From May to July 2020, I worked with Reinis Cirpons and Murray Whyte under the supervision of Prof. James Mitchell to extend the GAP Semigroups package. We worked mostly on free idempotent semigroups (free bands) and finitely presented idempotent semigroups.

Largely, semigroup theory is painfully abstract. Though it has applications in the theory of computation and other niche areas, I struggle to explain the basic concepts in a way which would excite my non-mathematical friends. So I was delighted to see, over the course of the summer, that through their definition via presentations, free bands are an exception to this rule. The idea of this blog post is to introduce the concept of the free band, and some basic big questions about it, in a way which requires very little mathematics. However, I hope that mathematicians will get some entertainment out of reading this too.

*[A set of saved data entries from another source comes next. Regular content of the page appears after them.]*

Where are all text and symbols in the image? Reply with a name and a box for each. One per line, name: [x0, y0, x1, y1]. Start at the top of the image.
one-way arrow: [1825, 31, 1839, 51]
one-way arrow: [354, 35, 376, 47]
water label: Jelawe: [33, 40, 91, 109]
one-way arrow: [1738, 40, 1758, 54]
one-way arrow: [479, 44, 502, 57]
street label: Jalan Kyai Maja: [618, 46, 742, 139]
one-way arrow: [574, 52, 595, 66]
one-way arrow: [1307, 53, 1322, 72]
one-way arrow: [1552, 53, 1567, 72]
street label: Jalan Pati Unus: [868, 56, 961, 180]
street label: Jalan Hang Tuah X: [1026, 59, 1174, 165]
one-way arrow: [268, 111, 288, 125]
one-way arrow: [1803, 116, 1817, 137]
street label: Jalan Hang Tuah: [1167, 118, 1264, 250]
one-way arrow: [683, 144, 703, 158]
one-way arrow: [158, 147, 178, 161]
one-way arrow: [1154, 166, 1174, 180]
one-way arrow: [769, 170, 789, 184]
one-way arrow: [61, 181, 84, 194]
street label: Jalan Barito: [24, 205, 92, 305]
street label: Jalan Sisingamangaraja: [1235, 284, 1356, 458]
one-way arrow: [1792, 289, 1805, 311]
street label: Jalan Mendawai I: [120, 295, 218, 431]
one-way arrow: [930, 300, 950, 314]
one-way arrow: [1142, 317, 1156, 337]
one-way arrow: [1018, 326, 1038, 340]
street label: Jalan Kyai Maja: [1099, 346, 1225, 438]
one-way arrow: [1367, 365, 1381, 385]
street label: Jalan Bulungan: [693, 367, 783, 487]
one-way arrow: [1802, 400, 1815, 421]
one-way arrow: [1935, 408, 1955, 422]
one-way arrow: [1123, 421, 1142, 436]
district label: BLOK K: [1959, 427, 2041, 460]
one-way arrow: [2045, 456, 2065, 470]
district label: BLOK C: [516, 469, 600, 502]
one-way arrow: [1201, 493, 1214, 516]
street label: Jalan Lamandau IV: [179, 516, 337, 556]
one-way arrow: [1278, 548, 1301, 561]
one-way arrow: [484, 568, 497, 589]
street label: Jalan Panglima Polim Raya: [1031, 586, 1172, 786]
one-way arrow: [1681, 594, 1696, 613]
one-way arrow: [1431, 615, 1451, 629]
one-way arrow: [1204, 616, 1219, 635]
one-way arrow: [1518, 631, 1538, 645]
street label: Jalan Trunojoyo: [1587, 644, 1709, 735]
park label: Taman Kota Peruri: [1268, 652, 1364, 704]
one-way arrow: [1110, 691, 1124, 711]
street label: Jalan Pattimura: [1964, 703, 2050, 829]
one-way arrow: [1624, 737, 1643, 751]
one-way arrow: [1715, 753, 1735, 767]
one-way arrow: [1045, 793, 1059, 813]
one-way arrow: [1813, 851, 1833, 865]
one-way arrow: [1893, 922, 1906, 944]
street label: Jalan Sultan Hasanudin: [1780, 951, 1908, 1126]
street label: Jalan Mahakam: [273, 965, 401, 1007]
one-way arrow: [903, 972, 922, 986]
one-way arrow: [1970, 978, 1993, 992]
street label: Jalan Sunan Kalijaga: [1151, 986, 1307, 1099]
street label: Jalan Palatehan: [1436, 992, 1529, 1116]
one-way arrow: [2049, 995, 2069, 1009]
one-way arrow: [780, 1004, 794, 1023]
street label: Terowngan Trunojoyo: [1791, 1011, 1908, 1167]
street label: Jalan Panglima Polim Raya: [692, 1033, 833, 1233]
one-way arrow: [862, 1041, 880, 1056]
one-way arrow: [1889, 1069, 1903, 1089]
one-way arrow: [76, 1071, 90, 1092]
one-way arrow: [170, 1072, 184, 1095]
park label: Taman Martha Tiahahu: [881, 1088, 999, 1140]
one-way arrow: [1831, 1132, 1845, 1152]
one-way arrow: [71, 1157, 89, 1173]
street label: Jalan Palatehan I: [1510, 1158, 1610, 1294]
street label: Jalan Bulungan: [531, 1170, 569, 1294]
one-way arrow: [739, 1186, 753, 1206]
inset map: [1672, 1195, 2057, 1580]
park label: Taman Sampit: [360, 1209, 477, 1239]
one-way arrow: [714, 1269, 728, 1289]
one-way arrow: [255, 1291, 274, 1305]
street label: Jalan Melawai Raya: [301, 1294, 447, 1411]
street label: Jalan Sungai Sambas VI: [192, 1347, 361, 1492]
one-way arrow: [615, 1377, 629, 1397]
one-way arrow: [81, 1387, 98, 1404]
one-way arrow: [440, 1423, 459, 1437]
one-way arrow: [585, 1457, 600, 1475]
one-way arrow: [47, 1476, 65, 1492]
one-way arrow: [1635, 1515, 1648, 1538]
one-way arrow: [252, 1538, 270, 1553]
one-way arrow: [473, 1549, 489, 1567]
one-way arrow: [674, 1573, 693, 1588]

Pick some whole number $n$, and choose $n$ different letters or characters. I will keep an example in mind as I go through this post, and in this example, I will take $n=4$, and use the set of **letters** $\{a,b,c,d\}$. We call this set an **alphabet**, and we can create **words** out of this alphabet by taking finite sequences of letters: for example, $a$, $acc$, $abcdba$ and $aaaaaaada$ are all words.

The **free band** over this alphabet $\{a,b,c,d\}$ then consists of all possible words, but we will impose a rule which says that certain pairs of different letter sequences actually represent the same word. You could think of this as every word in English having multiple different spellings: the spellings may be distinct and may correspond to different sequences of characters, but they represent the same thing (for example, *color* and *colour*).

In the free band, the rule is that any chunk of letters can be doubled, and the resulting word is still equal to the original. Conversely, if a word contains two chunks of letters next to each other that are equal, we can cancel out one of the chunks to leave only one. So, by doubling the chunk $ab$, I get $ab=abab=ababab$, and this chunk can appear in bigger words: $cabd=cababd$. A chunk can also be a single letter: $bccd=bcd$.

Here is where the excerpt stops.